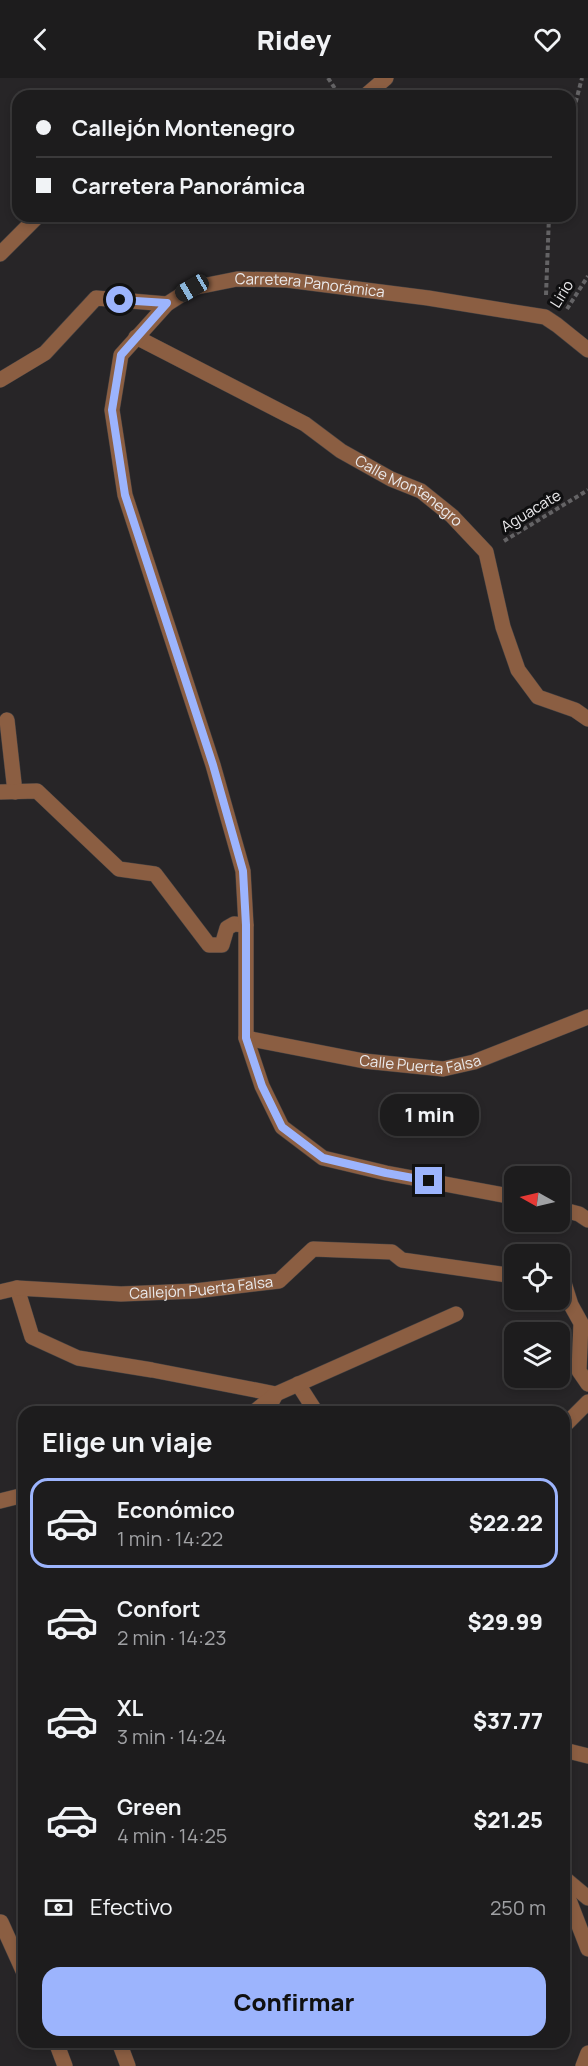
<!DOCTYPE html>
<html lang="es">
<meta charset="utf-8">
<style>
:root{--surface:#1d1c1d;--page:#252526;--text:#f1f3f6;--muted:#a0a1a4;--line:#3b3a3b;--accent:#9cb4fd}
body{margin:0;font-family:Manrope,sans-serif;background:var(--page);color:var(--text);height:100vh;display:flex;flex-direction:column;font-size:22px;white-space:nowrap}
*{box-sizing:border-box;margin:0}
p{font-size:20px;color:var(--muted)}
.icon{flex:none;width:33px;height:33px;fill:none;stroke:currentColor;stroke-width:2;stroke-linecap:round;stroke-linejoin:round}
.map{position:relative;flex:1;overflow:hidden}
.details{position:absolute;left:18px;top:1328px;width:552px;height:642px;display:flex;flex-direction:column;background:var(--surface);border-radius:18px;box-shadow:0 3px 9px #0003,0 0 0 2px var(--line)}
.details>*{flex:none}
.top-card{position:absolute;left:12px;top:12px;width:564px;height:132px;border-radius:18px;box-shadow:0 3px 9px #0003,0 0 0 2px var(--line);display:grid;align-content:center;height:132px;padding:0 24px;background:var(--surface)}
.needle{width:39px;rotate:278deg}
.fabs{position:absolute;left:504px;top:1088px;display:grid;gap:12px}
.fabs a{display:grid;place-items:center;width:66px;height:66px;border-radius:12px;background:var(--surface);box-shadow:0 3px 9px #0003,0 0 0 2px var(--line);font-size:30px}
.end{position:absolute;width:27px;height:27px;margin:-14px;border:8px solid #9cb4fd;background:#111;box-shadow:0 0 0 3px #111}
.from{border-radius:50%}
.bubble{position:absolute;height:42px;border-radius:18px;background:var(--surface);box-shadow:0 3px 9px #0003,0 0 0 2px var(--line);font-size:20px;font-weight:800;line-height:42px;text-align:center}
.car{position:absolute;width:18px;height:36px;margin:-18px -9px;border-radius:8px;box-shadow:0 0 4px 2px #0007;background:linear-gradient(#222 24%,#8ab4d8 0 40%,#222 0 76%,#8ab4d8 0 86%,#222 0)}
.top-card b{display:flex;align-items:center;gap:21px;height:57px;font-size:22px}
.top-card b+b{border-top:2px solid var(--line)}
.top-card i{width:15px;height:15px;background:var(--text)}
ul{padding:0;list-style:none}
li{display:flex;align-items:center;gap:18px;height:90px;margin:0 12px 9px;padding:0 12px;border:3px solid transparent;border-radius:18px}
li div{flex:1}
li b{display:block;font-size:22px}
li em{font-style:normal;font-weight:800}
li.selected{border-color:var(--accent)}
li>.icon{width:54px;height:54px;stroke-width:1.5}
h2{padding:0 24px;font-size:27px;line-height:72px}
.pay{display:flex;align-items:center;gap:15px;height:66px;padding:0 24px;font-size:22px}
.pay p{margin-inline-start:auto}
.cta{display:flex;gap:12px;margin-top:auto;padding:12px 24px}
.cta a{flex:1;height:69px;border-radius:18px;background:var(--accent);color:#111;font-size:24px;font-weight:800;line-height:69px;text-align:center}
header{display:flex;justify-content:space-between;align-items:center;height:78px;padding:0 24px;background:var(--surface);font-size:27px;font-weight:800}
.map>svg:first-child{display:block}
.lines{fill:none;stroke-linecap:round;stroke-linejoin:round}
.minor-casing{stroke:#424042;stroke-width:16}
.path{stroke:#646365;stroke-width:4;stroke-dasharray:4.5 3;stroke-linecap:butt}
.minor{stroke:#8b5e42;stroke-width:15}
.route{stroke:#9cb4fd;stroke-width:8}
.labels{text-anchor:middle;stroke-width:6;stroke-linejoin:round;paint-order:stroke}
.street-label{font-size:15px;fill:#eae9eb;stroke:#0f0f10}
</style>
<header><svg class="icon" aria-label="back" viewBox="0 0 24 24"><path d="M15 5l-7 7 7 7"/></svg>Ridey<svg class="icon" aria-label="heart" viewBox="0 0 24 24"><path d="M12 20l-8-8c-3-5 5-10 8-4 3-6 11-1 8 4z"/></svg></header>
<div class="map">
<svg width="588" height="1988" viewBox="0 0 588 1988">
<rect width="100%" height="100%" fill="#272527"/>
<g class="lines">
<g class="minor-casing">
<g id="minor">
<path d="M365,18l21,-18"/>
<path d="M0,176l38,-38"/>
<path id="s1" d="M136,259l169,87 36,27 50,28 30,12 31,25 34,36 17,75 15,43 20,27 37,13 13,9"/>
<path d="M0,302l45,-27 51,-55 71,6"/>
<path d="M7,642l8,72"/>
<path d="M0,714l37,-1 82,78 36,5 54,71h13l5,-17 7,-4 12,1"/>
<path id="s2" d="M246,960l118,23 79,8 31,-7 114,-45"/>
<path id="s3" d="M514,1119l-128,-24 -63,-15 -41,-31 -20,-41 -16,-48v-113l-3,-54 -30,-106 -88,-270 -13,-85 9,-55 46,-51 25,-16 45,-9 50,1 141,18 117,19 12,8 31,25"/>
<path d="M560,1131l19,5 9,6"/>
<path d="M560,1205h4l7,22 10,18 -2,48 9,13"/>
<path d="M17,1210l15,49 46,21 74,12 124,24 -10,18"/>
<path id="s4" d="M0,1214l17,-4 104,6 74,-3 84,-10 34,-32 79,3 10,8 112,16"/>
<path d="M298,1306l18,28"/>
<path d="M254,1334l22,-18 180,-80"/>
<path d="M564,1348l24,-24"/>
<path d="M0,1423l24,-6"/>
<path d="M564,1672l24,6"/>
<path d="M564,1800l24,20"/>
<path d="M564,1809l24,62"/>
<path d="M1,1844l23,51"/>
<path d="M56,1964l9,24"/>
<path d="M119,1964l9,24"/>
<path d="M583,1988l5,-13"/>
</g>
</g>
<g class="path">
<path d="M328,0l12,18"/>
<path d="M570,46l12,-46"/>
<path d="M546,217l3,-79"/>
<path d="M567,231l21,-33"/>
<path d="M504,463l84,-51"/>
</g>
<use href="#minor" class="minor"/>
</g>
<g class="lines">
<path class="route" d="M120,222l47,3 -46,52 -9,55 13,85 88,270 30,106 3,54v113l16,48 20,41 41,31 63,15 43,8"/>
</g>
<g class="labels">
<g class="street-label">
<text dy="5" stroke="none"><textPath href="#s3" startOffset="1263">Carretera Panorámica</textPath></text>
<text transform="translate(562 216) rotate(-58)" y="5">Lirio</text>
<text dy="5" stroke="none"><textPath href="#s1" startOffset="314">Calle Montenegro</textPath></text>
<text transform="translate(531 433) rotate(-31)" y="5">Aguacate</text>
<text dy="5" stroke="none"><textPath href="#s2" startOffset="177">Calle Puerta Falsa</textPath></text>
<text dy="5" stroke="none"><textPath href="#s4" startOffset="202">Callejón Puerta Falsa</textPath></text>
</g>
</g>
</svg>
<div class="fabs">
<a><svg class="needle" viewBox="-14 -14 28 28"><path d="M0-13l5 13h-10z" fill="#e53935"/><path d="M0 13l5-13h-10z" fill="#a0a1a4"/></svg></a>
<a><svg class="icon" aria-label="locate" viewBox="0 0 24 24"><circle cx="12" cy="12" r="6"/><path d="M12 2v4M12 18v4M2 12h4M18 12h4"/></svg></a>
<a><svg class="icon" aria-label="layers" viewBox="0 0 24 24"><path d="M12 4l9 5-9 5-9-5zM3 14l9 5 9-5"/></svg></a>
</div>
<i class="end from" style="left:120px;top:222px"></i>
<i class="end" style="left:429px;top:1103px"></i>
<div class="bubble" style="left:380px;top:1016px;width:99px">1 min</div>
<i class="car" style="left:192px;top:210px;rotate:240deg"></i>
<div class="top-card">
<b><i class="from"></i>Callejón Montenegro</b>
<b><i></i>Carretera Panorámica</b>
</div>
<section class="details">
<h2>Elige un viaje</h2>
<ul>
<li class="selected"><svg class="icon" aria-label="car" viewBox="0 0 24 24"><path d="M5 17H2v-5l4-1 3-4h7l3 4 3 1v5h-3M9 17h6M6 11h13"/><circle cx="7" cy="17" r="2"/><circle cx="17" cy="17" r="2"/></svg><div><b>Económico</b><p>1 min · 14:22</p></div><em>$22.22</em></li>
<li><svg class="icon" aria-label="car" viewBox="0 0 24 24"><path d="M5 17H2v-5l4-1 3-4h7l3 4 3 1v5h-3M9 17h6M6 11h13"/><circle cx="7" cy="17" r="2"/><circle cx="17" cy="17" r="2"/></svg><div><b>Confort</b><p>2 min · 14:23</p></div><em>$29.99</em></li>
<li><svg class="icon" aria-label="car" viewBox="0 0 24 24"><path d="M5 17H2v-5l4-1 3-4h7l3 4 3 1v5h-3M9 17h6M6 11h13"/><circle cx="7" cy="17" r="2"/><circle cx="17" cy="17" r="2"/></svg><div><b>XL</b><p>3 min · 14:24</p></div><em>$37.77</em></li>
<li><svg class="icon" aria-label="car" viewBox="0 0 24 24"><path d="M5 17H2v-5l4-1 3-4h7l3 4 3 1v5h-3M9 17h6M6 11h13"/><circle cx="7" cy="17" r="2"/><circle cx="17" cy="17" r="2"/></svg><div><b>Green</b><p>4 min · 14:25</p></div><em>$21.25</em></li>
</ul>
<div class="pay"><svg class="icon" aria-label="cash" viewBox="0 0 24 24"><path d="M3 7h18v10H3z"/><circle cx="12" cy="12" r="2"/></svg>Efectivo<p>250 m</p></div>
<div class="cta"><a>Confirmar</a></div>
</section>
</div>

——————————

### WHAT THIS TASK INVOLVES
Copy out all lines of the material above in which "bubble" occurs.

### RESULT OF THIS EXERCISE
.bubble{position:absolute;height:42px;border-radius:18px;background:var(--surface);box-shadow:0 3px 9px #0003,0 0 0 2px var(--line);font-size:20px;font-weight:800;line-height:42px;text-align:center}
<div class="bubble" style="left:380px;top:1016px;width:99px">1 min</div>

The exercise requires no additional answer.